# Augmented matrix in equation form

I recently learned about using an augmented matrix to find the inverse of a matrix by putting the entire identity matrix on the right side of an augmented matrix and getting the left side to reduced row-echelon form. How would you represent that as a system of equations though?

For example,

$$\left[\begin{array}{rr|rr} 1 & 2 & 1 & 0 \\ 3 & 4 & 0 & 1 \end{array}\right]$$

could be written as

$$x_1 + 2x_2 = ? \\ 3x_1 + 4x_2 = ?$$

• There are actually two systems of equations here with different right hand sides and the same coefficients on the left hand side. – Brian Borchers Jan 17 at 5:19
• could please give a brief example and provide it as an answer to this question? – tau Jan 17 at 18:33
• Matrices, augmented or otherwise, don’t always represent systems of equations. Here, augmenting the matrix is just a convenient way to apply the same row operations to the identity. – amd Jan 17 at 22:56
• so it is NOT 2 systems of equations? @amd – tau Jan 18 at 1:55

Looking at this from the point of view of this method of computing a matrix inverse, to me it’s more of a bookkeeping device that a representation of any particular system of linear equations. Row-reducing a matrix is equivalent to left-multiplication by some invertible matrix. Because of the way that matrix multiplication is defined this can be “distributed” among portions of the augmented matrix. In particular, you have $$E\left[A\mid I\right] = \left[EA\mid E\right] = [I\mid E].$$ The left-hand side of the result of row-reduction tells us that $$EA=I$$, or $$E=A^{-1}$$, which is what is on the right-hand side of the reduced matrix. Augmenting $$A$$ with the identity matrix is a way of ensuring that the same elementary row operations are automatically applied to both.
Now, one can certainly cook up systems of linear equations that the augmented matrix might represent.

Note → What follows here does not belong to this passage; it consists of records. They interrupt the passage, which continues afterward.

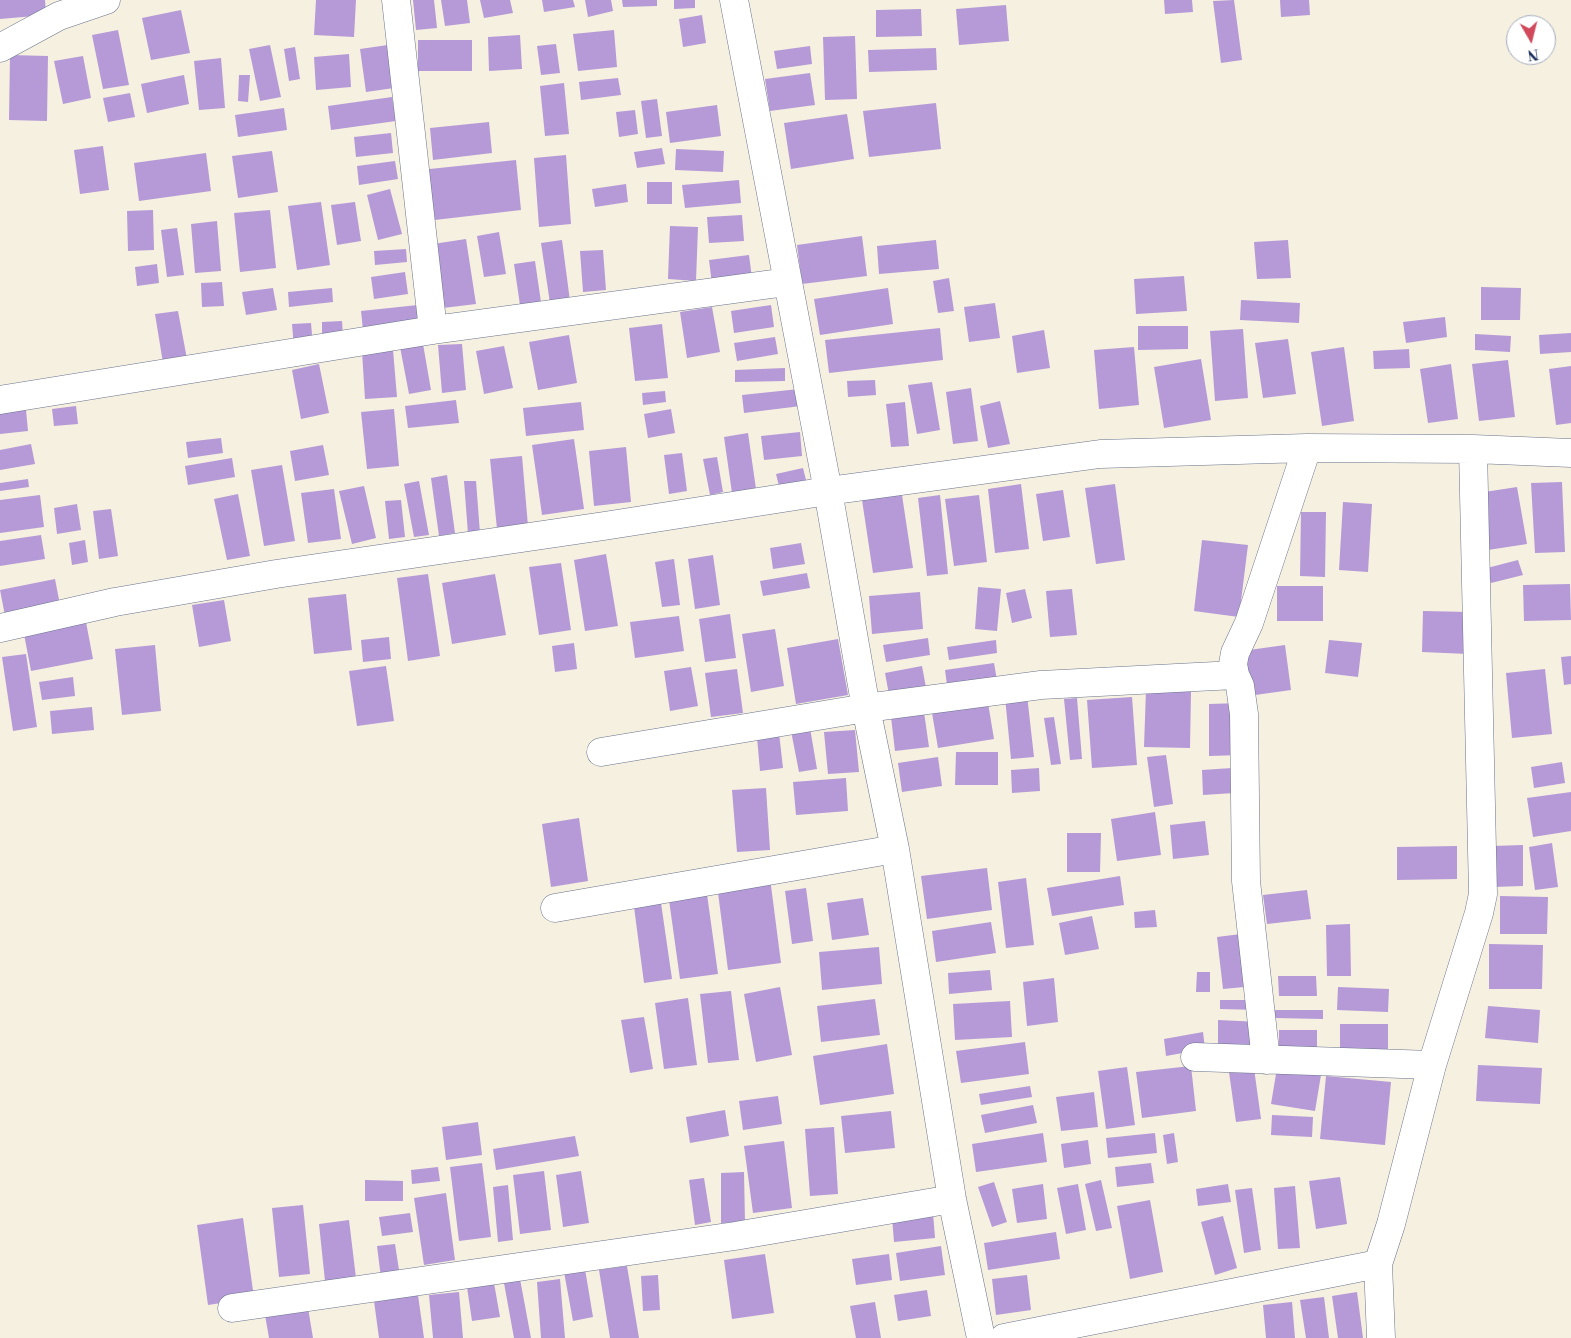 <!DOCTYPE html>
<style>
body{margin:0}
#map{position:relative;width:1571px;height:1338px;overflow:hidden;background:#f6f0e0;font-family:"Libre Bodoni",serif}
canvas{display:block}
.north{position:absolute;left:1506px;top:15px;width:50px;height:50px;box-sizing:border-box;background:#fff;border:1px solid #a4acbf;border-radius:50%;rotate:172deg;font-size:14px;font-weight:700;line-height:20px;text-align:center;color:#1b2f5e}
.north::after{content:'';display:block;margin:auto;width:18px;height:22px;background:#d1495b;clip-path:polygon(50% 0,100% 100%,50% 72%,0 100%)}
</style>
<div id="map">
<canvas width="1571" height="1338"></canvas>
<div class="north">N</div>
</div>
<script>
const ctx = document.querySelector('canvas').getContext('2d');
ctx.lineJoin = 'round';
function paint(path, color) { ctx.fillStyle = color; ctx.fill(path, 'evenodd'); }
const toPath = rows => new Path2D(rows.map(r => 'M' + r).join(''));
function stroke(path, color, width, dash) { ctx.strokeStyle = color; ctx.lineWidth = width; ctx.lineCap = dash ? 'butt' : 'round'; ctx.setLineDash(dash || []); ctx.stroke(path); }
const building = toPath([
 [0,0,45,0,46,15,0,19],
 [316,0,356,0,354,37,314,35],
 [413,0,434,0,437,28,416,30],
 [441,0,467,0,470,23,445,26],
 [480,0,510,0,513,13,484,18],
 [542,0,573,0,575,7,544,12],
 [585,0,611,0,613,11,588,17],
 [622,0,657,0,657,6,623,7],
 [674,0,695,0,695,8,674,9],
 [1164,0,1192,0,1193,12,1165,14],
 [1234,0,1242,60,1221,63,1213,1],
 [1280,0,1309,0,1310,15,1281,17],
 [1006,5,1009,41,959,45,956,9],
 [921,9,922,36,876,37,876,10],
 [181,10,190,53,151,60,142,18],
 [702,15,706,43,683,47,679,19],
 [118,30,129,85,103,89,92,35],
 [614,30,617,67,578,71,573,34],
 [520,35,522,69,489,71,488,37],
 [855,36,857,99,825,100,823,37],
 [418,40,472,40,472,71,418,71],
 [395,44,401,87,366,92,360,49],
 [556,44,560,73,541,75,537,46],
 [270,45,281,97,260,101,249,49],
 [810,46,812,64,777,69,774,51],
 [295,47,300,79,289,81,284,49],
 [936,48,937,70,869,72,868,50],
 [349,54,351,87,316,90,314,57],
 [10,55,48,56,47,121,9,120],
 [83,56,91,98,63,104,54,61],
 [221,58,225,108,199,110,194,61],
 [810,73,815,105,770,111,765,79],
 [184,75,189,104,147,113,141,84],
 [239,75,250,75,248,102,238,101],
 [618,78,621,95,581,100,579,82],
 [564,83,569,134,545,136,540,86],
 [130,93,135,117,108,122,103,98],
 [392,97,396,121,331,130,328,106],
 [657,99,662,136,646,138,641,101],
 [936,103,941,149,869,157,863,111],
 [717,105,721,136,670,143,666,112],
 [284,108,287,130,238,137,235,115],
 [635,110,638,134,619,137,616,112],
 [847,114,854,159,791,169,784,123],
 [489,122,492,153,433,160,430,128],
 [391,133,393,153,356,157,354,137],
 [103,146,109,190,80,194,74,150],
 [662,148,665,164,637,168,634,152],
 [676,149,724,151,723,172,675,170],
 [272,151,278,192,238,198,232,156],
 [206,153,211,191,139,201,134,163],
 [566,155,571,224,539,227,534,158],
 [516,160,521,210,426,221,420,170],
 [395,161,398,179,359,185,357,166],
 [739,180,741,203,685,208,682,185],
 [647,182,672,182,672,204,647,204],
 [626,184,628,202,595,207,592,189],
 [390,189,402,234,378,240,367,195],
 [321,202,330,265,297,270,288,206],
 [355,202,361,241,337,245,331,205],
 [153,210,154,250,128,251,127,211],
 [270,210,276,268,240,272,234,213],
 [742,215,744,241,709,243,707,217],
 [217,221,221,271,195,273,191,224],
 [670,226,698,227,696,281,668,279],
 [177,228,184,275,167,277,161,230],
 [499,232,506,274,484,277,477,236],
 [862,236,867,276,802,284,797,245],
 [466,239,476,304,443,308,433,244],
 [562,240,570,301,550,303,541,243],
 [936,240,939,269,879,274,877,246],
 [1288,240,1291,278,1257,279,1254,242],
 [406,249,407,262,375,265,374,251],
 [603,250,606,290,583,292,580,251],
 [749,255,752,278,712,284,709,260],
 [535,261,542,309,521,312,514,264],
 [157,264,159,283,137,286,135,267],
 [405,272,408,294,374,299,371,277],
 [1184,276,1187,311,1136,314,1134,279],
 [949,278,954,311,938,313,933,281],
 [222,282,224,306,202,307,201,283],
 [1481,287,1521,288,1520,320,1481,320],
 [273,288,277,310,246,315,242,292],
 [332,288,333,302,289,307,288,292],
 [888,288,893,324,820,335,814,299],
 [1241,300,1300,303,1299,323,1240,320],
 [995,303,1000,338,969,342,964,307],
 [418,305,420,324,363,330,361,311],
 [771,305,774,327,734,333,731,311],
 [712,307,720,352,687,358,680,312],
 [178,311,187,359,163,363,155,314],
 [1445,317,1447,337,1406,343,1403,322],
 [342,321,343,335,322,336,322,322],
 [311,323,313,346,294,348,292,324],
 [662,324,668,378,635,381,629,328],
 [1138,326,1188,326,1188,349,1138,350],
 [940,328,943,360,829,373,825,340],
 [1243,329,1248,398,1215,401,1210,331],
 [1044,330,1050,368,1017,373,1012,336],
 [1571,333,1571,352,1540,354,1539,335],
 [1475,334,1511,336,1510,352,1475,350],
 [569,335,577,383,538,390,529,342],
 [775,337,778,354,737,361,734,343],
 [1288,339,1296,394,1263,398,1255,343],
 [423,344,431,390,409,394,400,347],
 [462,344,466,390,442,393,438,345],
 [504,346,513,388,484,394,476,351],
 [1134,347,1139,405,1099,409,1094,350],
 [1344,347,1354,421,1322,426,1311,352],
 [1409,349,1410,368,1374,369,1373,351],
 [393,350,397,397,365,399,362,352],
 [1201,359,1211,420,1164,428,1154,367],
 [1508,360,1515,417,1479,421,1472,364],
 [319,364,329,413,301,419,292,370],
 [1451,364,1458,419,1428,423,1420,369],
 [1571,366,1571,423,1556,425,1549,369],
 [785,368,785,381,735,382,735,370],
 [875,380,876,395,848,397,847,381],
 [932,382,940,430,917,434,908,385],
 [971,388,978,441,953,444,946,392],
 [799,389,801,406,744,413,742,395],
 [665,391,666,402,643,405,642,393],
 [456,400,459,423,408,428,405,406],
 [1000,401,1010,444,988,448,980,406],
 [581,402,584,430,526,436,523,408],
 [905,402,909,446,891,447,886,404],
 [76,406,78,424,54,426,52,409],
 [394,409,399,466,367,469,361,412],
 [671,409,675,433,648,438,644,414],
 [26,410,28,431,0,434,0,412],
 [800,432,802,456,764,460,761,436],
 [748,433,756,489,732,493,724,437],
 [221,438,223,453,188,458,186,442],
 [574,439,584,509,542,515,532,445],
 [31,444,35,464,0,470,0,450],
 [323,445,329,475,295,481,290,451],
 [626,447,631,502,594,506,589,451],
 [682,453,687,491,669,494,664,455],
 [522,456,528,526,497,529,490,459],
 [717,457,723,492,710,495,703,459],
 [232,458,235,477,188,485,185,466],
 [282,465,295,541,264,546,251,470],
 [803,468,806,480,779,486,776,474],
 [447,475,455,533,439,536,431,478],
 [28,479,29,487,0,491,0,483],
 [419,481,429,535,414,537,404,484],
 [464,481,476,481,480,533,468,534],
 [1562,482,1565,552,1535,553,1531,483],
 [1021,484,1029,549,995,553,988,489],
 [1115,484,1125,560,1096,564,1085,488],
 [364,486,376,538,352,544,339,491],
 [1517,487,1527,544,1488,550,1478,493],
 [334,489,341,539,308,543,301,493],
 [1063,490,1070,537,1043,541,1036,494],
 [238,494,250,556,227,560,214,499],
 [40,495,44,527,0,533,0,500],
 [902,495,913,568,873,573,862,500],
 [940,495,948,574,927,576,918,498],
 [979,495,987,562,954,566,945,499],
 [401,500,405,537,389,539,385,501],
 [1343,502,1372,504,1368,572,1339,570],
 [77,504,81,530,57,534,54,508],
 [111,509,118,556,99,559,93,511],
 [1301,512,1326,512,1325,577,1300,576],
 [41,535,45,559,0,566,0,541],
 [85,540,88,562,72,565,69,543],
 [1202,540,1248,545,1239,617,1194,611],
 [801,543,805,564,773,569,770,548],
 [606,554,618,626,585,631,574,560],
 [713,555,720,605,695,609,688,559],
 [674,559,680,605,662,607,655,562],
 [1518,560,1523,575,1491,583,1487,568],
 [561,563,571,630,539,635,529,567],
 [807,573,810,588,763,596,760,581],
 [428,574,440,656,408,661,397,578],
 [495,574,506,635,452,644,442,583],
 [55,579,61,610,6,621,0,590],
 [1570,584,1571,620,1524,621,1523,585],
 [1277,586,1323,586,1323,621,1277,621],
 [978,587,1001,589,997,631,975,629],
 [1025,589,1032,618,1012,623,1006,593],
 [1072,589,1077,635,1050,637,1046,591],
 [920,592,923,629,872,634,869,596],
 [346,594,352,650,314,654,308,598],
 [224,600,231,641,199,647,192,605],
 [1423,611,1470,612,1468,654,1422,652],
 [730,614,736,658,705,662,699,619],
 [679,616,684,651,635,658,630,622],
 [86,622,93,659,31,671,24,634],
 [775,629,784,686,751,692,742,634],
 [389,637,391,659,363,662,361,640],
 [928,638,930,655,886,662,883,645],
 [838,639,848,695,796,704,787,648],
 [996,640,997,653,949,660,947,647],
 [1329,640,1362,643,1358,677,1325,673],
 [574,643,577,669,555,672,552,646],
 [155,645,161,711,122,715,115,649],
 [1285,645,1291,690,1248,696,1242,651],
 [26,654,37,727,13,731,2,657],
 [1571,656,1571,684,1564,685,1561,657],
 [994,663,998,686,948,692,945,670],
 [386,666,394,721,357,726,349,671],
 [922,666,927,693,890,700,885,673],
 [691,667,698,706,670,711,664,671],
 [737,669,743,713,711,717,705,673],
 [1545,669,1552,734,1512,738,1506,673],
 [73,677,75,696,42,700,39,682],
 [1146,690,1191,691,1190,748,1144,747],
 [1027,695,1034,757,1011,759,1005,697],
 [1132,697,1137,765,1092,768,1087,700],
 [1077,698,1082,759,1070,760,1064,699],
 [988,703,994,739,938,748,932,713],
 [1240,703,1241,755,1209,756,1209,704],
 [92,707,94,730,52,734,50,711],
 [924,712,929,747,895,751,891,717],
 [1054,717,1061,764,1051,765,1044,718],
 [778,724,783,768,760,771,756,726],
 [810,728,817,769,799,772,791,731],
 [855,730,859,772,828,774,824,732],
 [956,752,998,752,998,785,955,785],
 [1166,755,1173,804,1154,807,1147,757],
 [938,757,942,786,902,792,898,763],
 [1562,762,1565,783,1534,788,1531,767],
 [1039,768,1040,791,1012,793,1011,770],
 [1232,768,1234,793,1203,795,1202,770],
 [846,778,848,811,796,815,793,782],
 [766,788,770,850,737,852,732,790],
 [1571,792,1571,831,1533,837,1527,798],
 [1155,812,1161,855,1117,861,1111,819],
 [579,818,588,881,551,887,542,824],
 [1205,821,1209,855,1173,859,1170,825],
 [1067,833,1101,833,1100,872,1067,872],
 [1552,843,1558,887,1535,890,1529,847],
 [1523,845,1523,886,1493,887,1492,846],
 [1457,846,1457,879,1397,880,1397,847],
 [987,868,992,910,927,919,921,876],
 [1120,876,1124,905,1052,916,1047,888],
 [770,878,781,963,728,970,717,885],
 [1026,878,1034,945,1006,948,998,882],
 [806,888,813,941,792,944,785,891],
 [1307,890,1311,919,1267,924,1263,895],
 [707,894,718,974,680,979,669,900],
 [1500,896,1548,897,1547,934,1500,934],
 [863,898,869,935,832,940,827,903],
 [661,903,672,979,644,983,634,907],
 [1155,910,1157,927,1135,928,1134,912],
 [1092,916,1099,949,1065,955,1059,923],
 [991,922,996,953,936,962,932,931],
 [1350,924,1351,976,1327,976,1326,925],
 [1249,933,1255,986,1223,989,1217,937],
 [1489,944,1543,945,1542,989,1489,989],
 [879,947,882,984,822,990,819,952],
 [990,970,992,990,949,994,948,973],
 [1197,972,1210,972,1210,992,1196,992],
 [1278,976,1316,976,1317,996,1279,996],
 [1054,978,1058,1022,1027,1026,1023,982],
 [780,987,792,1055,756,1062,744,994],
 [1338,987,1389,989,1388,1012,1337,1010],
 [731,991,739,1060,708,1063,700,994],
 [688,998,697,1065,664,1069,655,1003],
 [875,999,880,1035,821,1042,817,1006],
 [1220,1000,1260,1000,1260,1010,1220,1009],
 [1010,1001,1012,1037,955,1040,953,1004],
 [1488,1006,1540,1010,1538,1043,1485,1038],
 [1275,1010,1323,1010,1323,1019,1274,1018],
 [644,1017,653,1069,630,1073,621,1020],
 [1218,1020,1260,1022,1259,1048,1218,1047],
 [1340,1024,1388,1024,1388,1054,1340,1054],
 [1279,1030,1317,1030,1317,1053,1279,1053],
 [1203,1032,1205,1049,1166,1056,1164,1039],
 [1025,1042,1029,1074,961,1083,956,1051],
 [887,1044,894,1094,820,1105,813,1056],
 [1253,1061,1261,1119,1236,1122,1228,1065],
 [1478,1065,1542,1068,1540,1104,1476,1101],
 [1191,1066,1196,1111,1142,1118,1136,1072],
 [1127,1067,1135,1125,1106,1129,1098,1071],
 [1277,1068,1321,1075,1315,1111,1271,1104],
 [1326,1076,1391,1082,1385,1145,1320,1139],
 [1030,1086,1032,1097,981,1105,979,1094],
 [1094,1092,1098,1127,1061,1131,1056,1097],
 [778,1096,782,1124,743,1130,739,1101],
 [1033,1105,1037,1123,985,1133,981,1115],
 [725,1110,729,1136,690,1143,686,1117],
 [891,1111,895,1148,845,1153,841,1116],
 [1272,1115,1313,1117,1312,1137,1271,1135],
 [478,1122,482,1155,446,1160,442,1127],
 [834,1127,838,1194,810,1196,805,1129],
 [1043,1133,1047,1162,976,1172,972,1144],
 [1155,1133,1157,1153,1108,1158,1106,1138],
 [1174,1133,1178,1162,1167,1164,1163,1135],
 [575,1136,579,1156,496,1170,493,1149],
 [1088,1140,1091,1164,1064,1168,1061,1144],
 [784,1141,792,1208,753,1213,744,1146],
 [482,1163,491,1237,459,1241,450,1167],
 [1151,1163,1154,1183,1117,1187,1115,1167],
 [438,1167,440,1181,412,1184,411,1170],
 [544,1171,551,1230,520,1234,513,1175],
 [581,1171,589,1223,563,1227,556,1175],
 [744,1172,745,1222,721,1223,721,1173],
 [1340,1177,1347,1224,1316,1229,1309,1181],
 [704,1178,711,1222,695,1225,689,1180],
 [365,1180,403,1181,403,1201,365,1201],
 [1101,1180,1112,1228,1096,1231,1085,1184],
 [994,1182,1007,1222,992,1227,978,1187],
 [1043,1184,1047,1219,1017,1223,1012,1189],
 [1078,1184,1086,1230,1066,1234,1057,1188],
 [1228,1184,1231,1202,1198,1206,1196,1189],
 [508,1185,513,1240,498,1242,493,1187],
 [1295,1186,1300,1248,1278,1249,1274,1188],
 [1252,1188,1261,1250,1244,1253,1235,1190],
 [446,1193,455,1260,424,1265,414,1198],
 [1150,1200,1163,1272,1130,1279,1117,1206],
 [303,1205,310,1274,279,1277,272,1208],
 [410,1213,413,1232,382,1236,379,1217],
 [933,1213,935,1238,894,1242,892,1217],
 [1223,1216,1237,1268,1215,1275,1201,1222],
 [243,1218,254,1298,208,1305,197,1225],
 [349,1220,356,1278,325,1281,319,1224],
 [1056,1232,1060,1259,988,1270,984,1243],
 [395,1244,401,1283,382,1286,377,1246],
 [941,1246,945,1275,900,1281,896,1253],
 [765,1254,774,1313,732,1319,724,1260],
 [889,1254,892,1280,856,1285,852,1259],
 [627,1266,639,1338,610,1338,599,1270],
 [585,1269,593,1317,573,1321,564,1272],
 [658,1275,660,1310,643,1311,641,1276],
 [1027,1275,1031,1310,996,1315,992,1279],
 [520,1279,531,1338,514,1338,504,1283],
 [560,1279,565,1338,541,1338,537,1282],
 [494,1283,500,1317,472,1321,467,1287],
 [927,1290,931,1316,898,1321,894,1295],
 [459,1292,463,1338,433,1338,429,1295],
 [1357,1292,1363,1338,1338,1338,1332,1296],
 [418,1295,424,1338,379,1338,374,1301],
 [1324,1297,1329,1338,1306,1338,1300,1300],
 [307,1302,313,1338,269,1338,264,1309],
 [875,1302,881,1338,856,1338,850,1306],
 [1292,1302,1295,1338,1266,1338,1263,1305]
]);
const street = toPath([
 [396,0,433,330],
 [734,0,828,491,866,708,895,849,952,1199,981,1338],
 [0,48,59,16,106,0],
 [0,400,433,330,787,282],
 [0,628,115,602,276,574,604,526,828,491,1100,454,1307,448,1473,449,1571,453],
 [1235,675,1240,686,1244,714,1246,881,1266,1060],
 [601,752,866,708,1041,685,1235,675,1233,664,1235,653,1249,623,1307,448],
 [555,908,895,849],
 [1195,1057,1432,1065],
 [1378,1264,1381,1338],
 [232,1308,735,1236,952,1199],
 [1004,1338,1378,1264,1391,1224,1432,1065,1479,913,1483,894,1473,449]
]);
paint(building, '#b59ad7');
stroke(street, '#68738c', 29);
stroke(street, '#fff', 28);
</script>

As noted in the comments to your question, since the augmentation consists of two columns, it’s tempting to say that it represents two systems of equations, one for each column. However, the context is matrix inversion, which instead suggests to me the matrix equation: $$\begin{bmatrix}1&2\\3&4\end{bmatrix} \begin{bmatrix}m_{11}&m_{12}\\m_{21}&m_{22}\end{bmatrix} = \begin{bmatrix}1&0\\0&1\end{bmatrix},$$ which can be written as the system \begin{align} m_{11}+2m_{21} &= 1 \\ 3m_{11}+4m_{21} &= 0 \\ m_{12}+2m_{22} &= 0 \\ 3m_{12}+4m_{22} &= 1.\end{align} This system would more usually be rendered as the augmented matrix $$\left[\begin{array}{cccc|c}1&2&0&0 & 1 \\ 3&4&0&0 & 0 \\ 0&0&1&2 & 0 \\ 0&0&3&4 & 1\end{array}\right]$$ but the repetitive block structure means that you’ll end up applying the same row operations to the last two rows that you do to the first, so this matrix can be collapsed into the more compact form in your question. Note that this system of equations can be broken up into two independent systems of equations, so you could certainly think of it in those terms, too.